A closer look at the Cancun conference itself, one can easily deduce that the UNFCCC is dedicated to protecting the environment. The presence of recycling bins in all venues of the conference and the fact that all buses ran on bio-diesel are just two examples of how the Mexican Presidency had put a lot of effort into decreasing the carbon footprint of all participants. Even the big corporations seemed to want to show off their efforts, with Coca-Cola machines displaying a sign: “This machine is friendly to the environment”
And yet, somehow, it was not enough. The most well-known example is that of travel. The amount of CO2 released in order to transport everyone to the venue of the conference from their countries of origin is appalling when we consider that in today’s technologically advanced world, all negotiations and meeting can be conducted via video conference. An example was set by blogger Lara Smallman, who visited a hotel where a high-tech exposition was taking place, and who communicated with a journalist from CNN, who gave her live updates of what was happening in the main venue – the Moon Palace Hotel.

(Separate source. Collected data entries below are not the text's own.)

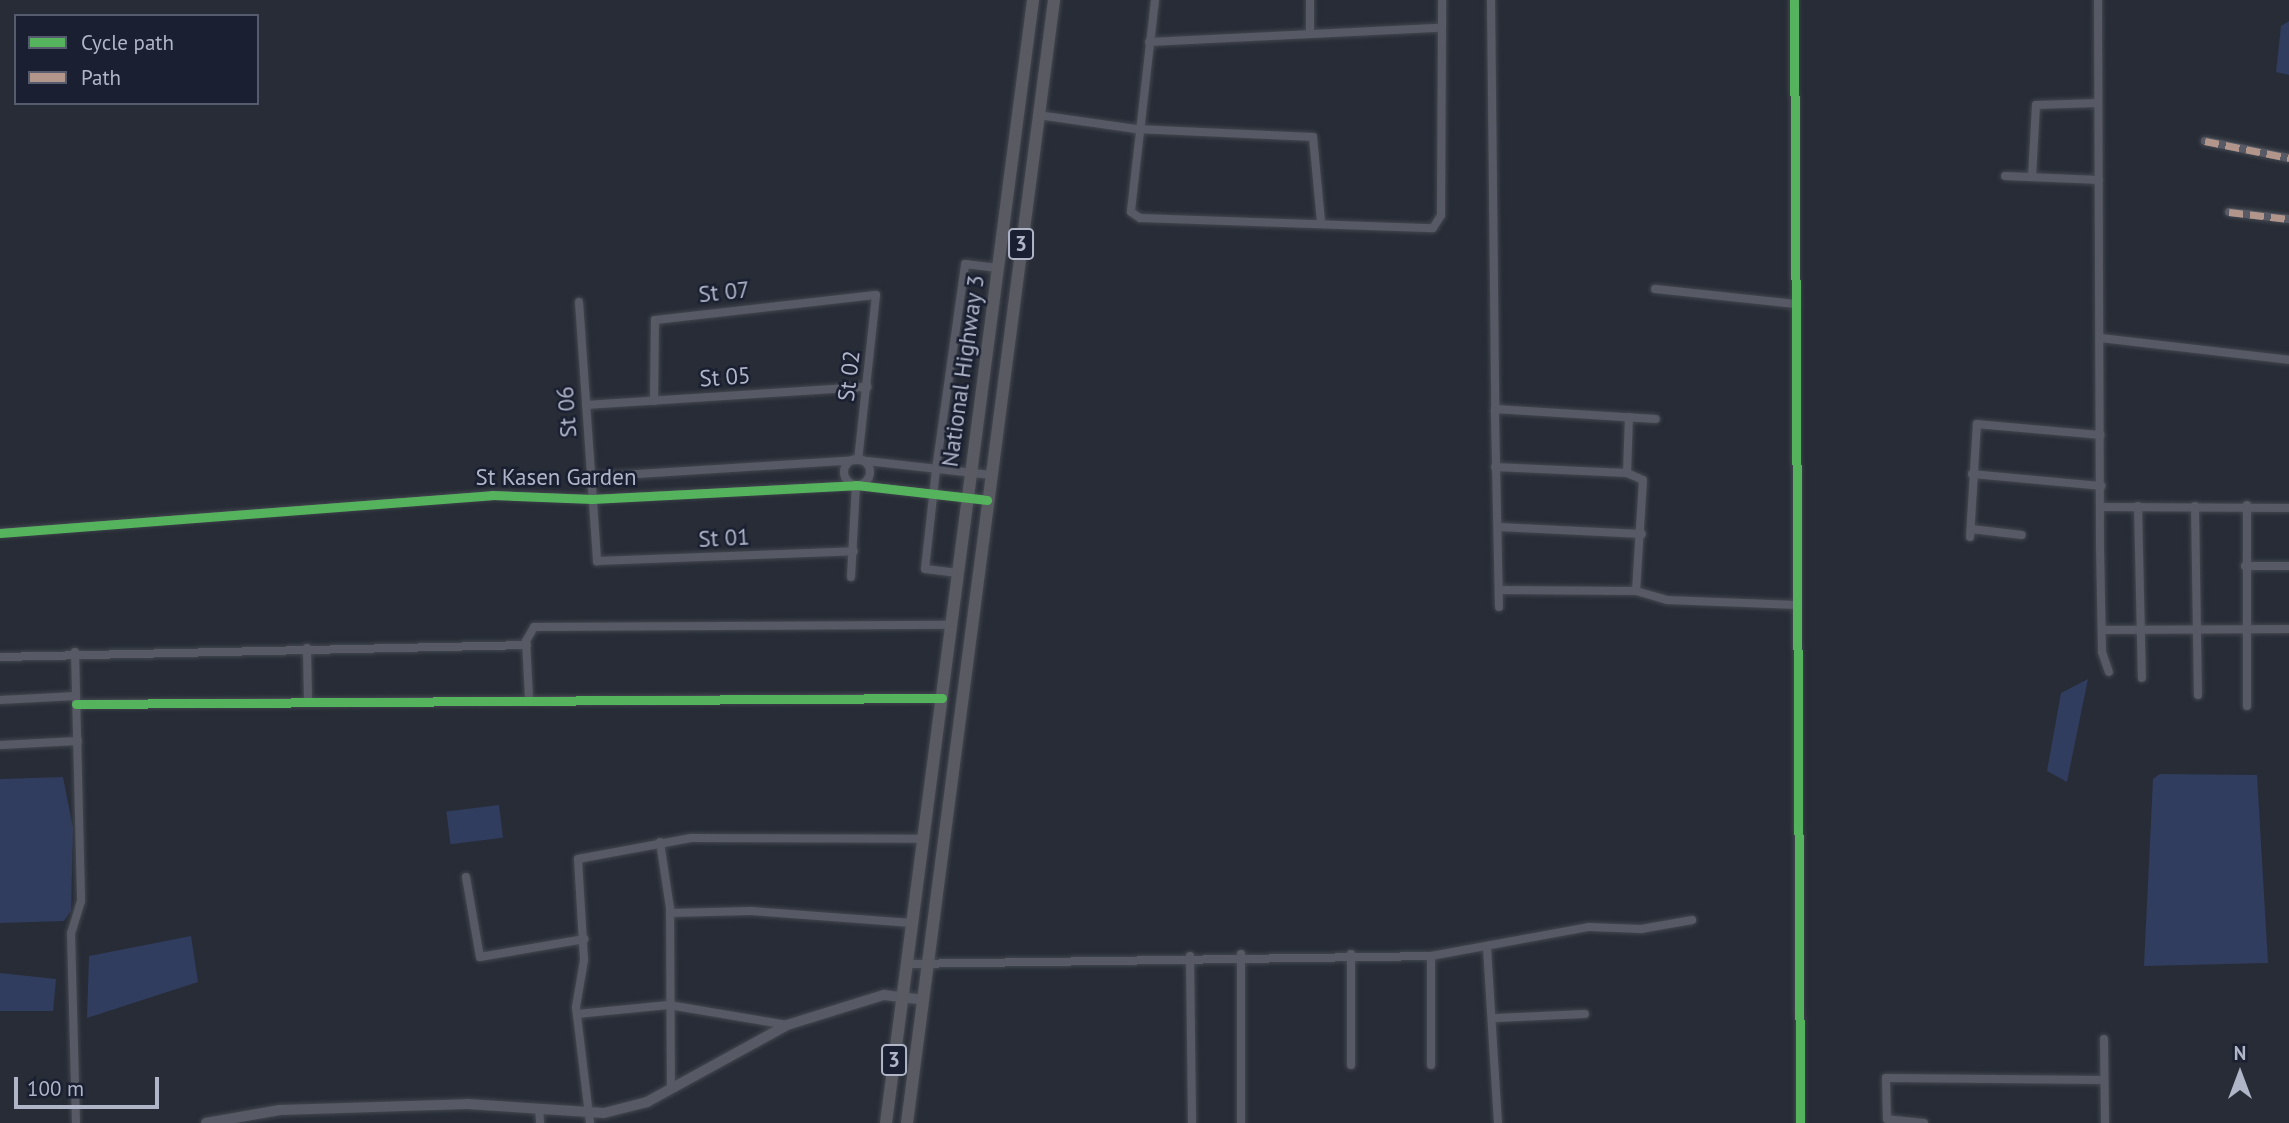 <!DOCTYPE html>
<html>
<head>
<meta charset="utf-8">
<style>
	body { margin:0 }
	#map { position:relative; width:2289px; height:1123px; overflow:hidden; background:#272c36; font-family:"PT Sans",sans-serif }
	div>[style] { position:absolute }
	.water>* { inset:0; background:#313d5e; transform-origin:0 0 }
	.roads { filter:drop-shadow(0 0 2px #43474f) drop-shadow(0 0 2px #43474f) }
	.minor>* { height:8px; margin:-4px; padding:0 4px; transform-origin:4px; border-radius:4px; background:#575a64 }
	.minor>.ring { margin:-4px; padding:0; box-sizing:content-box; background:none; border:8px solid #575a64; border-radius:50% }
	.tertiary>* { height:10px; margin:-5px; padding:0 5px; transform-origin:5px; border-radius:5px; background:#575a64 }
	.trunk>* { height:12px; margin:-6px; padding:0 6px; transform-origin:6px; border-radius:6px; background:#595a62 }
	.quiet>* { height:7px; margin-top:-3.5px; transform-origin:0; background:repeating-linear-gradient(90deg,#b2968c 0 14px,transparent 0 21px) }
	.cycleway>* { height:9px; margin:-4.5px; padding:0 4.5px; transform-origin:4.5px; border-radius:4.5px; background:#56b35d }
	span { translate:-50% -50%; white-space:nowrap; text-align:center; line-height:1.15; -webkit-text-stroke:5px #1a2031; paint-order:stroke }
	.shield-label span { padding:2px 5px; background:#1a2031; border:2px solid; border-radius:5px; -webkit-text-stroke-width:0 }
	.shield-label { font-size:21px; color:#b0b6c8; font-weight:700 }
	.street-label { font-size:23px; color:#b0b6c8 }
	.legend { position:absolute; left:14px; top:14px; width:245px; height:91px; box-sizing:border-box; background:#1a2031; border:2px solid #565c6d; margin:0; padding:9px 12px; list-style:none; font-size:21px; color:#b0b6c8 }
	.legend li { display:flex; align-items:center; gap:14px; height:35px }
	.legend b { width:35px; border:2px solid #565c6d }
	.north { position:absolute; left:2205px; top:1039px; width:70px; height:70px; -webkit-text-stroke:5px #1a2031; paint-order:stroke; rotate:0deg; font-size:19px; font-weight:700; line-height:28px; text-align:center; color:#b0b6c8 }
	.north::after { content:''; display:block; margin:auto; width:24px; height:32px; background:#b0b6c8; clip-path:polygon(50% 0,100% 100%,50% 72%,0 100%) }
	.scale { position:absolute; left:14px; top:1077px; width:145px; height:32px; box-sizing:border-box; border:4px solid #b0b6c8; border-top:0; padding-left:9px; font-size:21px; line-height:24px; white-space:nowrap; color:#b0b6c8; -webkit-text-stroke:5px #1a2031; paint-order:stroke }
</style>
</head>
<body>
<div id="map">
	<div class="water">
		<div style="clip-path:polygon(2289px 21px,2289px 75px,2276px 72px,2281px 26px)"></div>
		<div style="clip-path:polygon(2088px 679px,2067px 782px,2047px 771px,2061px 693px)"></div>
		<div style="clip-path:polygon(2160px 774px,2257px 775px,2268px 963px,2144px 966px,2153px 779px)"></div>
		<div style="clip-path:polygon(63px 777px,73px 828px,71px 911px,64px 921px,0 923px,0 779px)"></div>
		<div style="left:499px;top:805px;width:33px;height:53px;rotate:83deg"></div>
		<div style="clip-path:polygon(191px 936px,198px 982px,87px 1018px,89px 956px)"></div>
		<div style="clip-path:polygon(0 973px,56px 979px,53px 1011px,0 1011px)"></div>
	</div>
	<div class="roads">
		<div class="minor">
			<div style="left:1155px;top:0;width:213px;rotate:96.5deg"></div>
			<div style="left:1131px;top:212px;width:11px;rotate:34deg"></div>
			<div style="left:1140px;top:218px;width:293px;rotate:2deg"></div>
			<div style="left:1433px;top:228px;width:15px;rotate:-58deg"></div>
			<div style="left:1441px;top:215px;width:215px;rotate:-89.7deg"></div>
			<div style="left:1310px;top:0;width:34px;rotate:90deg"></div>
			<div style="left:1491px;top:0;width:409px;rotate:89.4deg"></div>
			<div style="left:1794px;top:0;width:1123px;rotate:89.69deg"></div>
			<div style="left:2098px;top:0;width:546px;rotate:89.79deg"></div>
			<div style="left:2100px;top:546px;width:106px;rotate:88.9deg"></div>
			<div style="left:2102px;top:652px;width:21px;rotate:71deg"></div>
			<div style="left:1149px;top:42px;width:291px;rotate:-2.8deg"></div>
			<div style="left:1038px;top:115px;width:99px;rotate:8.1deg"></div>
			<div style="left:1136px;top:129px;width:177px;rotate:2.6deg"></div>
			<div style="left:1313px;top:137px;width:85px;rotate:84.6deg"></div>
			<div style="left:2205px;top:141px;width:86px;rotate:11.4deg"></div>
			<div style="left:2005px;top:176px;width:94px;rotate:2.4deg"></div>
			<div style="left:2032px;top:177px;width:72px;rotate:-86.8deg"></div>
			<div style="left:2036px;top:105px;width:62px;rotate:-1.8deg"></div>
			<div style="left:2229px;top:212px;width:60px;rotate:6.7deg"></div>
			<div style="left:1655px;top:289px;width:142px;rotate:6.1deg"></div>
			<div style="left:579px;top:302px;width:260px;rotate:86deg"></div>
			<div style="left:597px;top:561px;width:257px;rotate:-2.2deg"></div>
			<div style="left:2100px;top:338px;width:190px;rotate:6.6deg"></div>
			<div style="left:654px;top:401px;width:81px;rotate:-89.3deg"></div>
			<div style="left:655px;top:320px;width:222px;rotate:-6.5deg"></div>
			<div style="left:876px;top:295px;width:166px;rotate:96.2deg"></div>
			<div style="left:586px;top:405px;width:282px;rotate:-3.7deg"></div>
			<div class="ring" style="left:844px;top:459px;width:18px;height:18px"></div>
			<div style="left:1495px;top:467px;width:132px;rotate:2.6deg"></div>
			<div style="left:1627px;top:473px;width:17px;rotate:24deg"></div>
			<div style="left:1643px;top:480px;width:111px;rotate:93.6deg"></div>
			<div style="left:1627px;top:473px;width:56px;rotate:-88deg"></div>
			<div style="left:1972px;top:474px;width:130px;rotate:5.3deg"></div>
			<div style="left:590px;top:477px;width:269px;rotate:-3.6deg"></div>
			<div style="left:858px;top:460px;width:134px;rotate:6.4deg"></div>
			<div style="left:2247px;top:505px;width:201px;rotate:90deg"></div>
			<div style="left:2138px;top:506px;width:172px;rotate:88.7deg"></div>
			<div style="left:2195px;top:506px;width:189px;rotate:89.1deg"></div>
			<div style="left:2101px;top:507px;width:188px;rotate:0.3deg"></div>
			<div style="left:1499px;top:527px;width:143px;rotate:2.8deg"></div>
			<div style="left:1971px;top:529px;width:51px;rotate:6.7deg"></div>
			<div style="left:0;top:533px;width:493px;rotate:-4.4deg"></div>
			<div style="left:492px;top:495px;width:100px;rotate:2.3deg"></div>
			<div style="left:592px;top:499px;width:264px;rotate:-3deg"></div>
			<div style="left:856px;top:485px;width:132px;rotate:6.5deg"></div>
			<div style="left:1970px;top:537px;width:113px;rotate:-86.5deg"></div>
			<div style="left:1977px;top:424px;width:124px;rotate:5.1deg"></div>
			<div style="left:2245px;top:566px;width:44px"></div>
			<div style="left:958px;top:573px;width:33px;rotate:-173deg"></div>
			<div style="left:925px;top:569px;width:101px;rotate:-83.7deg"></div>
			<div style="left:936px;top:469px;width:207px;rotate:-81.9deg"></div>
			<div style="left:965px;top:264px;width:33px;rotate:7deg"></div>
			<div style="left:851px;top:577px;width:92px;rotate:-86.9deg"></div>
			<div style="left:1499px;top:590px;width:137px;rotate:0.4deg"></div>
			<div style="left:1636px;top:591px;width:32px;rotate:16deg"></div>
			<div style="left:1667px;top:600px;width:130px;rotate:2.2deg"></div>
			<div style="left:1499px;top:607px;width:198px;rotate:-91.2deg"></div>
			<div style="left:1495px;top:409px;width:161px;rotate:3.6deg"></div>
			<div style="left:2102px;top:630px;width:187px;rotate:-0.3deg"></div>
			<div style="left:307px;top:648px;width:52px;rotate:88.9deg"></div>
			<div style="left:75px;top:652px;width:249px;rotate:88.6deg"></div>
			<div style="left:81px;top:901px;width:34px;rotate:107deg"></div>
			<div style="left:71px;top:933px;width:190px;rotate:88.5deg"></div>
			<div style="left:0;top:657px;width:527px;rotate:-1.3deg"></div>
			<div style="left:529px;top:698px;width:57px;rotate:-93deg"></div>
			<div style="left:526px;top:641px;width:16px;rotate:-60deg"></div>
			<div style="left:534px;top:627px;width:417px;rotate:-0.3deg"></div>
			<div style="left:0;top:700px;width:76px;rotate:-3deg"></div>
			<div style="left:76px;top:704px;width:866px;rotate:-0.4deg"></div>
			<div style="left:0;top:745px;width:78px;rotate:-2.9deg"></div>
			<div style="left:660px;top:842px;width:67px;rotate:81.4deg"></div>
			<div style="left:670px;top:908px;width:179px;rotate:89.7deg"></div>
			<div style="left:466px;top:877px;width:81px;rotate:80.1deg"></div>
			<div style="left:480px;top:957px;width:106px;rotate:-9.8deg"></div>
			<div style="left:670px;top:913px;width:81px;rotate:-1.4deg"></div>
			<div style="left:751px;top:911px;width:161px;rotate:4.3deg"></div>
			<div style="left:1487px;top:948px;width:175px;rotate:86.4deg"></div>
			<div style="left:1351px;top:954px;width:111px;rotate:90deg"></div>
			<div style="left:1190px;top:956px;width:167px;rotate:89.3deg"></div>
			<div style="left:907px;top:964px;width:524px;rotate:-0.87deg"></div>
			<div style="left:1431px;top:956px;width:161px;rotate:-10.4deg"></div>
			<div style="left:1589px;top:927px;width:52px;rotate:2.2deg"></div>
			<div style="left:1641px;top:929px;width:52px;rotate:-10deg"></div>
			<div style="left:577px;top:1014px;width:92px;rotate:-5.6deg"></div>
			<div style="left:669px;top:1005px;width:120px;rotate:9.6deg"></div>
			<div style="left:1496px;top:1018px;width:89px;rotate:-2.6deg"></div>
			<div style="left:2104px;top:1039px;width:84px;rotate:89.3deg"></div>
			<div style="left:1431px;top:1065px;width:109px;rotate:-90deg"></div>
			<div style="left:539px;top:1108px;width:15px;rotate:86deg"></div>
			<div style="left:590px;top:1123px;width:117px;rotate:-96.9deg"></div>
			<div style="left:576px;top:1007px;width:48px;rotate:-80.3deg"></div>
			<div style="left:584px;top:960px;width:101px;rotate:-93.4deg"></div>
			<div style="left:578px;top:859px;width:115px;rotate:-10.5deg"></div>
			<div style="left:691px;top:838px;width:232px;rotate:0.2deg"></div>
			<div style="left:1241px;top:1123px;width:169px;rotate:-90deg"></div>
			<div style="left:1924px;top:1123px;width:37px;rotate:-174deg"></div>
			<div style="left:1887px;top:1119px;width:41px;rotate:-91.4deg"></div>
			<div style="left:1886px;top:1078px;width:218px;rotate:0.5deg"></div>
		</div>
		<div class="tertiary">
			<div style="left:206px;top:1123px;width:75px;rotate:-10deg"></div>
			<div style="left:280px;top:1110px;width:187px;rotate:-1.8deg"></div>
			<div style="left:467px;top:1104px;width:137px;rotate:3.8deg"></div>
			<div style="left:604px;top:1113px;width:44px;rotate:-14.3deg"></div>
			<div style="left:647px;top:1102px;width:160px;rotate:-28.8deg"></div>
			<div style="left:787px;top:1025px;width:102px;rotate:-17.2deg"></div>
			<div style="left:884px;top:995px;width:38px;rotate:7deg"></div>
		</div>
		<div class="trunk">
			<div style="left:886px;top:1123px;width:1133px;rotate:-82.54deg"></div>
			<div style="left:907px;top:1123px;width:1133px;rotate:-82.54deg"></div>
		</div>
	</div>
	<div class="quiet">
		<div style="left:2205px;top:141px;width:86px;rotate:11.4deg"></div>
		<div style="left:2229px;top:212px;width:60px;rotate:6.7deg"></div>
	</div>
	<div class="cycleway">
		<div style="left:1794px;top:0;width:1123px;rotate:89.69deg"></div>
		<div style="left:0;top:533px;width:493px;rotate:-4.4deg"></div>
		<div style="left:492px;top:495px;width:100px;rotate:2.3deg"></div>
		<div style="left:592px;top:499px;width:264px;rotate:-3deg"></div>
		<div style="left:856px;top:485px;width:132px;rotate:6.5deg"></div>
		<div style="left:76px;top:704px;width:866px;rotate:-0.4deg"></div>
	</div>
	<div class="shield-label">
		<span style="left:1021px;top:244px">3</span>
		<span style="left:894px;top:1060px">3</span>
	</div>
	<div class="street-label">
		<span style="left:724px;top:292px;rotate:-6deg">St 07</span>
		<span style="left:963px;top:371px;rotate:-82deg">National Highway 3</span>
		<span style="left:849px;top:376px;rotate:-83deg">St 02</span>
		<span style="left:725px;top:377px;rotate:-4deg">St 05</span>
		<span style="left:567px;top:412px;rotate:-94deg">St 06</span>
		<span style="left:556px;top:477px">St Kasen Garden</span>
		<span style="left:724px;top:538px;rotate:-3deg">St 01</span>
	</div>
	<ul class="legend">
	<li><b style="height:9px;background:#56b35d"></b>Cycle path</li>
	<li><b style="height:9px;background:#b2968c"></b>Path</li>
	</ul>
	<div class="north">N</div>
	<div class="scale">100 m</div>
</div>
</body>
</html>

It is true that video-conferencing is not the same as meeting in person, and yet families who are divided by great distances manage to have video-calls every day. Politicians should be able to as well. All it takes is breaking the habit.
Another portrayal of this could be seen during the final plenary discussions on Friday, Dec. 10th, when lot of people filled the hall only to see and hear the parties express their final concerns. At the same time, journalists and NGO representatives sat outside (5m from the doors of the hall) and watched the plenary on live web-stream from public computers and TV-screens. In today’s high-tech society, physical presence does not have to be “physical”, but can also be achieved through “digital” presence.
Furthermore, the amount of paper used during the conference is unimaginable. As journalists sat in their press-centers and worked on articles and video-reportages, press officers would walk in and bring news of a newly scheduled press-conference by handing out flyers. Two minutes later, the same message would be received via e-mail and would be presented on TV-screens in the press room. The redundancy of using paper is evident. [N.B. Due to the large amount of paper I received at the conference, the weight of my bad increased by approximately 1kg].
But politicians and journalists are not the only ones to blame. The enormous presence of civil society organizations and NGOs also portrayed how used the world is to not thinking about paper. All booths at the Cancunmesse venue had flyers, posters, booklets, reports etc., in print. One could pick up enough materials to make all their relatives happy with calendars, posters, and key-chains. And all this for free! One can only wonder why, if a booklet or document exists on paper, it could not be sent via e-mail or accessed online; because it most certainly can.
As a journalist working for a web-based media, it makes me very angry to have seen the amount of waste produced at the conference. Everything, from the plastic cups handed out for free water (!), to the gala dinner organized by the Mexican Minister for Tourism (exclusively for journalists) should make everyone wonder. And if they begin to do so, they can find the solutions needed to stop this kind of waste of paper and food.
Yet, as people are set in their ways, it would be hard to change their views. But, there is hope. Most journalists have switched from paper notepads to laptop computers; from tape-recorders to digital equipment; from watching the plenary session in the main hall to doing so 5 meters away from its doors on a computer. Maybe this will be the beginning of a small, but significant revolution – a small change of habit with a significant impact on the environment.